> **Work item**:
Only lines containing "Mora" are wanted from the data below. Copy those lines.

> **Available records**:
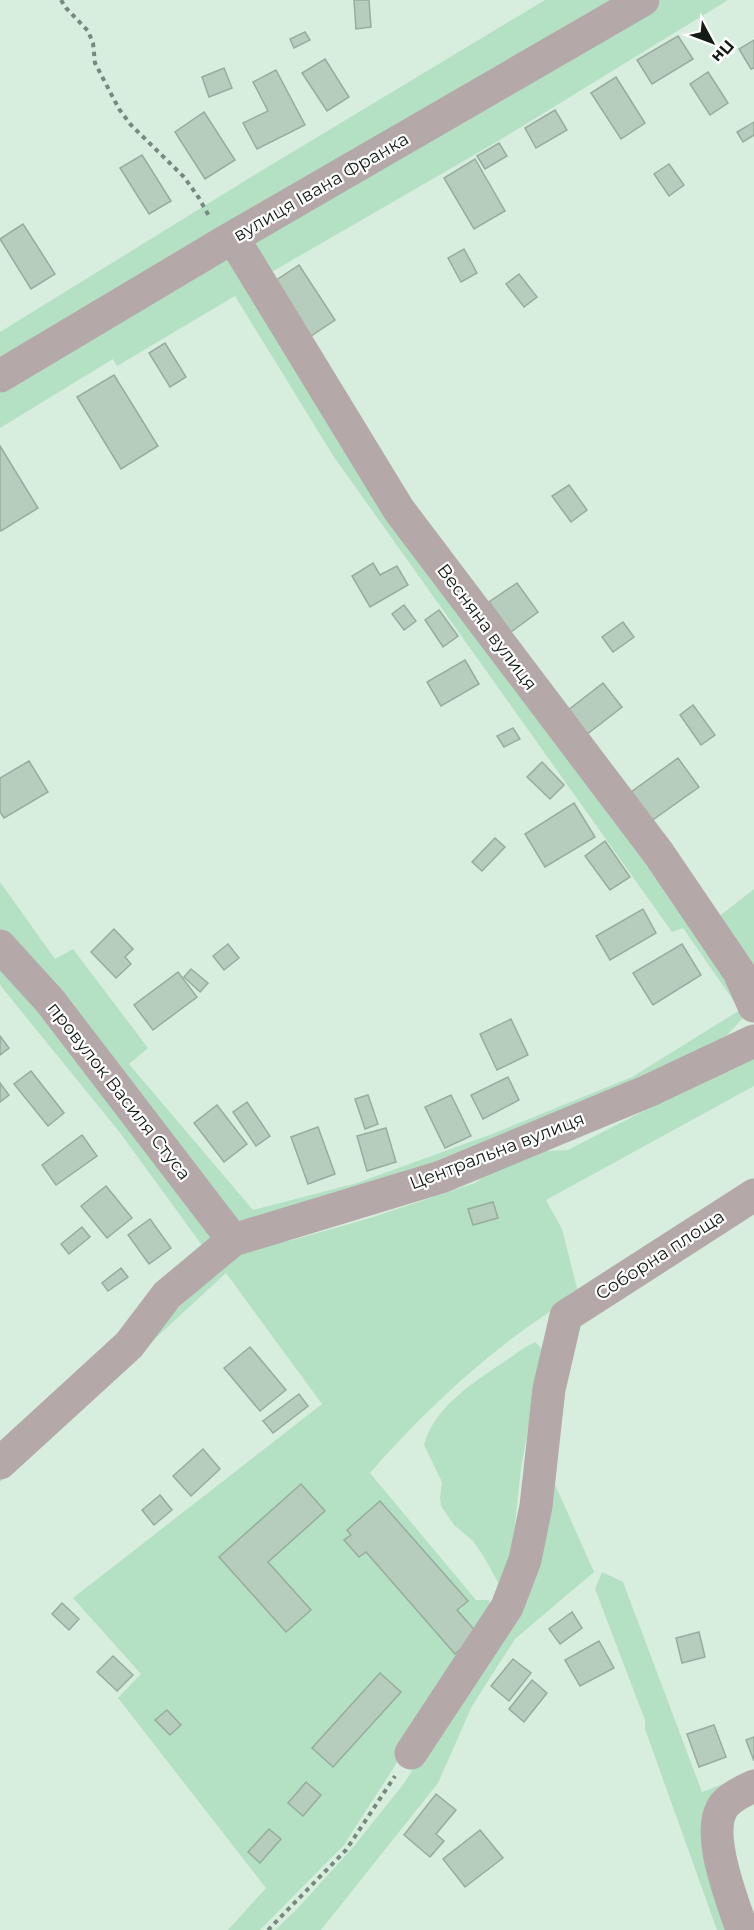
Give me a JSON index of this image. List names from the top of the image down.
{
  "streets": {
    "street": [
      "вулиця Івана Франка",
      "Весняна вулиця",
      "провулок Василя Стуса",
      "Центральна вулиця",
      "Соборна площа"
    ]
  },
  "crossings": [
    ["вулиця Івана Франка", "Весняна вулиця"],
    ["провулок Василя Стуса", "Центральна вулиця"]
  ],
  "north": "bottom right"
}
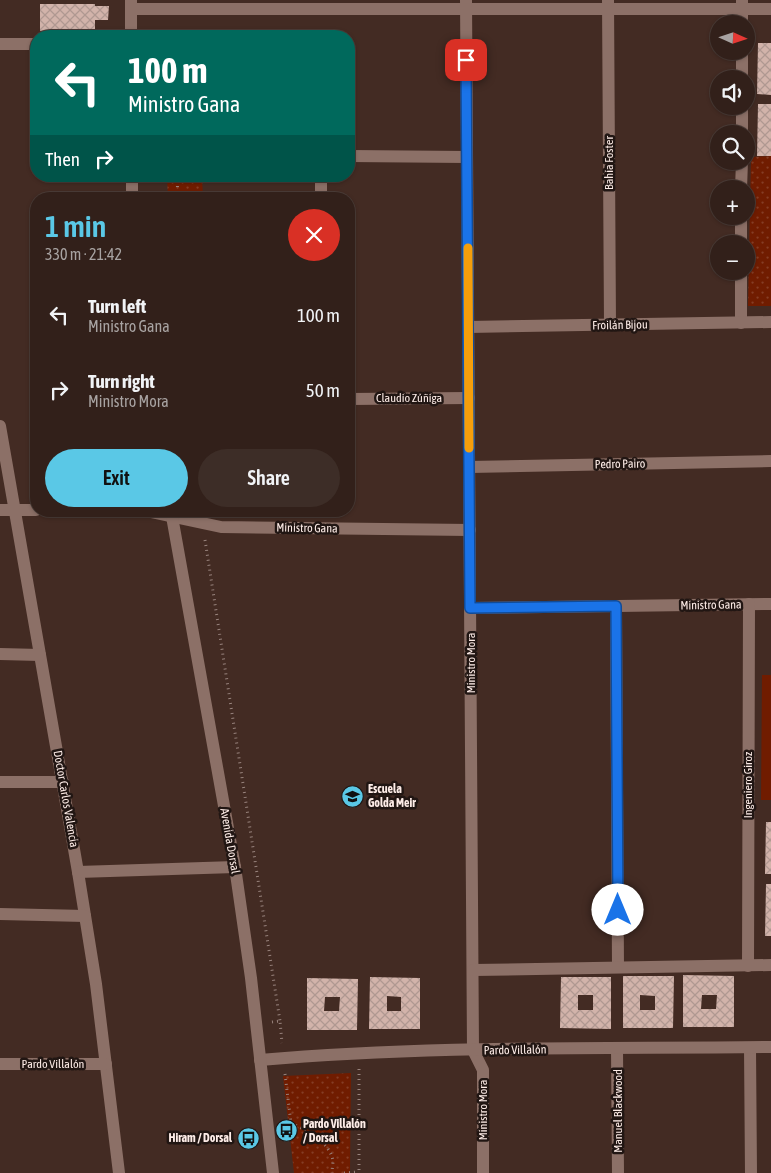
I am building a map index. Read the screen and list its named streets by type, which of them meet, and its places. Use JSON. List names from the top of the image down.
{
  "streets": {
    "street": [
      "Bahía Foster",
      "Froilán Bijou",
      "Claudio Zúñiga",
      "Pedro Pairo",
      "Ministro Gana",
      "Ministro Mora",
      "Ingeniero Giroz",
      "Doctor Carlos Valencia",
      "Avenida Dorsal",
      "Pardo Villalón",
      "Manuel Blackwood"
    ]
  },
  "crossings": [
    ["Bahía Foster", "Froilán Bijou"],
    ["Froilán Bijou", "Ministro Mora"],
    ["Claudio Zúñiga", "Ministro Mora"],
    ["Pedro Pairo", "Ministro Mora"],
    ["Ministro Gana", "Ministro Mora"],
    ["Ministro Gana", "Ingeniero Giroz"],
    ["Ministro Mora", "Pardo Villalón"],
    ["Doctor Carlos Valencia", "Pardo Villalón"],
    ["Avenida Dorsal", "Pardo Villalón"],
    ["Pardo Villalón", "Manuel Blackwood"]
  ],
  "places": {
    "school or university": ["Escuela Golda Meir"],
    "bus stop": ["Pardo Villalón / Dorsal", "Hiram / Dorsal"]
  },
  "north": "right",
  "page": {
    "map_buttons": ["+", "−"],
    "turn": ["100 m", "Ministro Gana"],
    "then": "Then",
    "heading": ["1 min", "330 m · 21:42"],
    "list": [
      {
        "name": "Turn left",
        "note": "Ministro Gana",
        "value": "100 m"
      },
      {
        "name": "Turn right",
        "note": "Ministro Mora",
        "value": "50 m"
      }
    ],
    "buttons": ["Exit", "Share"]
  }
}
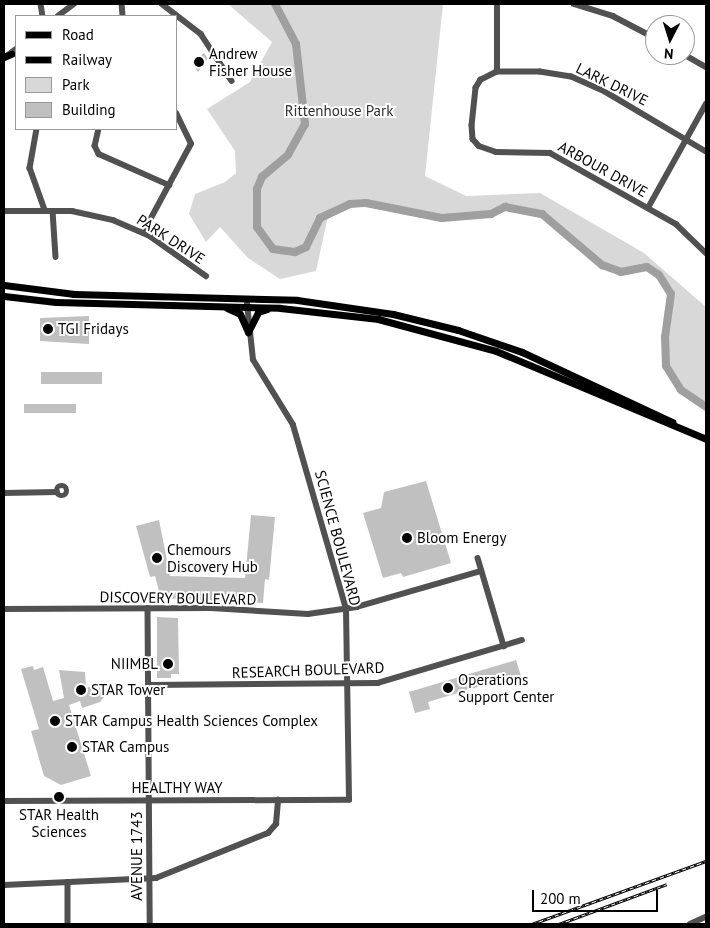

> **Written solution**:
      "Ministro Mora",
    ["Froilán Bijou", "Ministro Mora"],
    ["Claudio Zúñiga", "Ministro Mora"],
    ["Pedro Pairo", "Ministro Mora"],
    ["Ministro Gana", "Ministro Mora"],
    ["Ministro Mora", "Pardo Villalón"],
        "note": "Ministro Mora",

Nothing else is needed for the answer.